Brewer’s team has developed a visual version control system to bring all design workflow into a single, unified place. His vision is to not only go beyond assisting with file management but also improve collaboration and transparency between designers and the engineers who are implementing their designs. “In the last few years, the design tool space has expanded faster than most of us imagined,” says Brewer. “But this proliferation of tools has actually increased the complexity of cross-functional work as the creative process becomes more collaborative.”
As Twitter’s Principal designer during a time of rapid growth, Brewer experienced these issues first-hand. Having spent a majority of his career implementing his own designs, Brewer was very familiar with the benefits of version control in a developer workflow.

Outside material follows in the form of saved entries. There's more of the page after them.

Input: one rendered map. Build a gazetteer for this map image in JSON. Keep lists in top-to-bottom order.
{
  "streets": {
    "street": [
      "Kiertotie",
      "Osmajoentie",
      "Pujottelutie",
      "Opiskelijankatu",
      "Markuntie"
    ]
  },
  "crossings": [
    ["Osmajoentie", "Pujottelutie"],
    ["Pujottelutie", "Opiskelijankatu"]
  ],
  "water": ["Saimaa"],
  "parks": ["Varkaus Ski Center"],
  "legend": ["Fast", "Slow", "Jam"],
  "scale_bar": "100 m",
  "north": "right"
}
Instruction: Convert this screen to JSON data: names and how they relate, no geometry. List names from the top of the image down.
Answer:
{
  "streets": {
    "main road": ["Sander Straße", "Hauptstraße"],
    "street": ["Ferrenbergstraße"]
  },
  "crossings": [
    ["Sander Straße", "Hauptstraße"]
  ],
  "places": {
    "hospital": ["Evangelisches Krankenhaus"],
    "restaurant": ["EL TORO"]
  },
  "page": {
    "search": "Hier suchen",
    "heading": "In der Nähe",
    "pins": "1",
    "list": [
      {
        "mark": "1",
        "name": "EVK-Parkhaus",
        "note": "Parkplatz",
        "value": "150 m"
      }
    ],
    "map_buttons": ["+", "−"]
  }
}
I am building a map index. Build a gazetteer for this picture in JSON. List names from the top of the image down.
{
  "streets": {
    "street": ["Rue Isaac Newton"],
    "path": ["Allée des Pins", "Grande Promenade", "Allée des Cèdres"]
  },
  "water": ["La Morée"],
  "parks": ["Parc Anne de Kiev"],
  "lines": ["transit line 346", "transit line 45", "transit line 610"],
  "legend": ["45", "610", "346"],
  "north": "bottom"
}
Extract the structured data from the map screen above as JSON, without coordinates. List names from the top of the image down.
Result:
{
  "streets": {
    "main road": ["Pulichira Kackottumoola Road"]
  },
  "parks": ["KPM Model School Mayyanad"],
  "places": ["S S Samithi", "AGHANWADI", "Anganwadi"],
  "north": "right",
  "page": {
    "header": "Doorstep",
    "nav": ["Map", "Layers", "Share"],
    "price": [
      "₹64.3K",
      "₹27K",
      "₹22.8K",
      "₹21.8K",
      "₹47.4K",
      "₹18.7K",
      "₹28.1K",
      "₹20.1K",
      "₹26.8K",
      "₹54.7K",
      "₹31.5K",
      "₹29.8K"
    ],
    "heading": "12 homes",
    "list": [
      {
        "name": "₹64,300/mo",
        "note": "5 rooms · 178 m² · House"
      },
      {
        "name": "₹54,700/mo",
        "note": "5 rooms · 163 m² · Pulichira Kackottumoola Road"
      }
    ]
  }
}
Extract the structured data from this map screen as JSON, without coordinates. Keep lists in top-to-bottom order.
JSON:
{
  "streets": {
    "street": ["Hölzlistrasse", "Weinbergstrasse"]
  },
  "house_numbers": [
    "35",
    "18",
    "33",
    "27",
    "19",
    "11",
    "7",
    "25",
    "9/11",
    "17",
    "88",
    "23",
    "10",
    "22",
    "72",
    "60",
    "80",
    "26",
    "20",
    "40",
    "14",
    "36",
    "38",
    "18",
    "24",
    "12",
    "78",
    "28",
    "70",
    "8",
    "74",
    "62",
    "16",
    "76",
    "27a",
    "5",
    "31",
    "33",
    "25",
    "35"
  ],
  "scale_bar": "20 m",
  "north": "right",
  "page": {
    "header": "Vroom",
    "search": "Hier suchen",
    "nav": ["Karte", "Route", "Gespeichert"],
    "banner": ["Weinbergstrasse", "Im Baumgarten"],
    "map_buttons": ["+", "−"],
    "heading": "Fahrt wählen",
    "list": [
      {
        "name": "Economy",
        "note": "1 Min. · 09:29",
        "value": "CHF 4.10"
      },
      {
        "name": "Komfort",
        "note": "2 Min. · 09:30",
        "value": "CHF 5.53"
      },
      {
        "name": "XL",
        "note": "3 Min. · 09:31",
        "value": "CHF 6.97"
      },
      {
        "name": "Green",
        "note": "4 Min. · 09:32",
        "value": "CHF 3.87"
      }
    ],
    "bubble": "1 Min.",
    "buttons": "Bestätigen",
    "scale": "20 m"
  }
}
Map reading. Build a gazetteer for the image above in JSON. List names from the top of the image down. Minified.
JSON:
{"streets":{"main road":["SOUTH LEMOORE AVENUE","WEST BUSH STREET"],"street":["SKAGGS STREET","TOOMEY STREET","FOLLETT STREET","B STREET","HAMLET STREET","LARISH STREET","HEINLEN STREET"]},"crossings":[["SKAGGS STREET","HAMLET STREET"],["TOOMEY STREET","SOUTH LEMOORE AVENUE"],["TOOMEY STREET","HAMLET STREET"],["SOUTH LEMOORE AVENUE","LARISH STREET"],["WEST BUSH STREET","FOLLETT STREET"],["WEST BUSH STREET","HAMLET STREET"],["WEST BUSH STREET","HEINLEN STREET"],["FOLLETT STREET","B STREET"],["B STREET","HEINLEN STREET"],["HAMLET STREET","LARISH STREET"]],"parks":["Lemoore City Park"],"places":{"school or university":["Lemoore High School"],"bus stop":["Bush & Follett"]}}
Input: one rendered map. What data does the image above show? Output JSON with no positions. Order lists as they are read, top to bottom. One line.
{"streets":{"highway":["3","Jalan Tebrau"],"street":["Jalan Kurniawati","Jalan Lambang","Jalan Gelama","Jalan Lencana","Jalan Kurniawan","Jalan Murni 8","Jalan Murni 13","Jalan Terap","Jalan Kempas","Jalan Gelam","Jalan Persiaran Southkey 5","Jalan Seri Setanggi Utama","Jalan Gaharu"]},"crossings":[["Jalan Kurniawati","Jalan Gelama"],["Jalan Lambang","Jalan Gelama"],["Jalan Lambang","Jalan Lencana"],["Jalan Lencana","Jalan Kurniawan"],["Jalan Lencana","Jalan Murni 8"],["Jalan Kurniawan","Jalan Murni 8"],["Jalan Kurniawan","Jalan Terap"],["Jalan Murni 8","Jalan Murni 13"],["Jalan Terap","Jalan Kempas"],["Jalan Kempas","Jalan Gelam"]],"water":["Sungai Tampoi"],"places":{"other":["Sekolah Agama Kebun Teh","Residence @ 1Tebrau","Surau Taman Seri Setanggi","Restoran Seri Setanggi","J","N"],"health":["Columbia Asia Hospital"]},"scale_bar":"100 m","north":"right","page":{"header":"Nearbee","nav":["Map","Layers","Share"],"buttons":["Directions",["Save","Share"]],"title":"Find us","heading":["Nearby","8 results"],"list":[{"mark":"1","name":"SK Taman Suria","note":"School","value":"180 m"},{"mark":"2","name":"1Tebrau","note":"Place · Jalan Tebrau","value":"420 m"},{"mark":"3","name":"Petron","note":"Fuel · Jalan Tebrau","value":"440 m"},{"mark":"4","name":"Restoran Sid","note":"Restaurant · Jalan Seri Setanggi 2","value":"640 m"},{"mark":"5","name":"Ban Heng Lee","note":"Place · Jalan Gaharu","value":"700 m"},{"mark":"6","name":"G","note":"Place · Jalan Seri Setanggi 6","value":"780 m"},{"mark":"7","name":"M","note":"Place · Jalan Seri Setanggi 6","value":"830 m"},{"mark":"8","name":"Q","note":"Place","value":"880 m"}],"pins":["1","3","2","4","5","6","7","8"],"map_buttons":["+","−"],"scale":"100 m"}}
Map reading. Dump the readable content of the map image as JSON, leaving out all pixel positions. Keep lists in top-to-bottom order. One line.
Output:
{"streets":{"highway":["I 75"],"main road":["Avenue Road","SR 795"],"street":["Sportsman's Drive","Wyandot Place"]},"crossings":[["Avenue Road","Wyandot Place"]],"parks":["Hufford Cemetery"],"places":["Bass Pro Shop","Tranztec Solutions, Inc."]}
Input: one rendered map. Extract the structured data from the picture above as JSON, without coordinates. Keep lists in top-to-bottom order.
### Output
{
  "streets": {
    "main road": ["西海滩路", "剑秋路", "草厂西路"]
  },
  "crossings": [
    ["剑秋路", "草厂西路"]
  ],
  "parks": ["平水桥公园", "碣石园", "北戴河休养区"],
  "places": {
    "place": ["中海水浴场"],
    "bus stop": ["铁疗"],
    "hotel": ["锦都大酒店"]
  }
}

“Designers have long wished for a system of record like what developers have come to rely on with Github. We need a secure and reliable home for our design work,” says Brewer. “And we need one place where all stakeholders can check on the status of design in progress, review and approve work, and keep a record of what changes were made—this should also be the same place where developers can grab design assets without having to open the source files and feel confident that they are implementing the latest, approved designs.”
We need a secure and reliable home for our design work
While a version-controlled workflow is new to many designers, Brewer and his team are seeing this shift bringing designers closer to the model already in practice by their developer counterparts. This allows both teams to speak a common language. And so far, it is working.
Abstract is currently being used by thousands of design teams to work more collaboratively across organizations. For example, Brewer notes, “One of our customers is a large e-commerce platform with 250-plus designers distributed globally. They struggled to synchronize their design efforts, which led to different teams providing different customer experiences across different platforms.” With Abstract, the organization was able to collaborate on a design system that could be used by all teams to create consistent visual experiences across mobile, web, and their point of sale systems.
The platform is well positioned to become ‘the’ system of record for design. The one place all stakeholders, designers, and developers go for all design-related work, much like Salesforce is for sales teams, Marketo is for marketers, and GitHub is for developers.
As the roles of designers, developers, and product managers become more intertwined, Brewer and his team believe that a more collaborative and open platform will enable faster production cycles. “In 2019, communication and collaboration means just looking at the design and knowing that as the work evolves, updates will appear automatically. We’re leaving the ‘where is the latest file?’ world behind. And it feels so good,” says Brewer.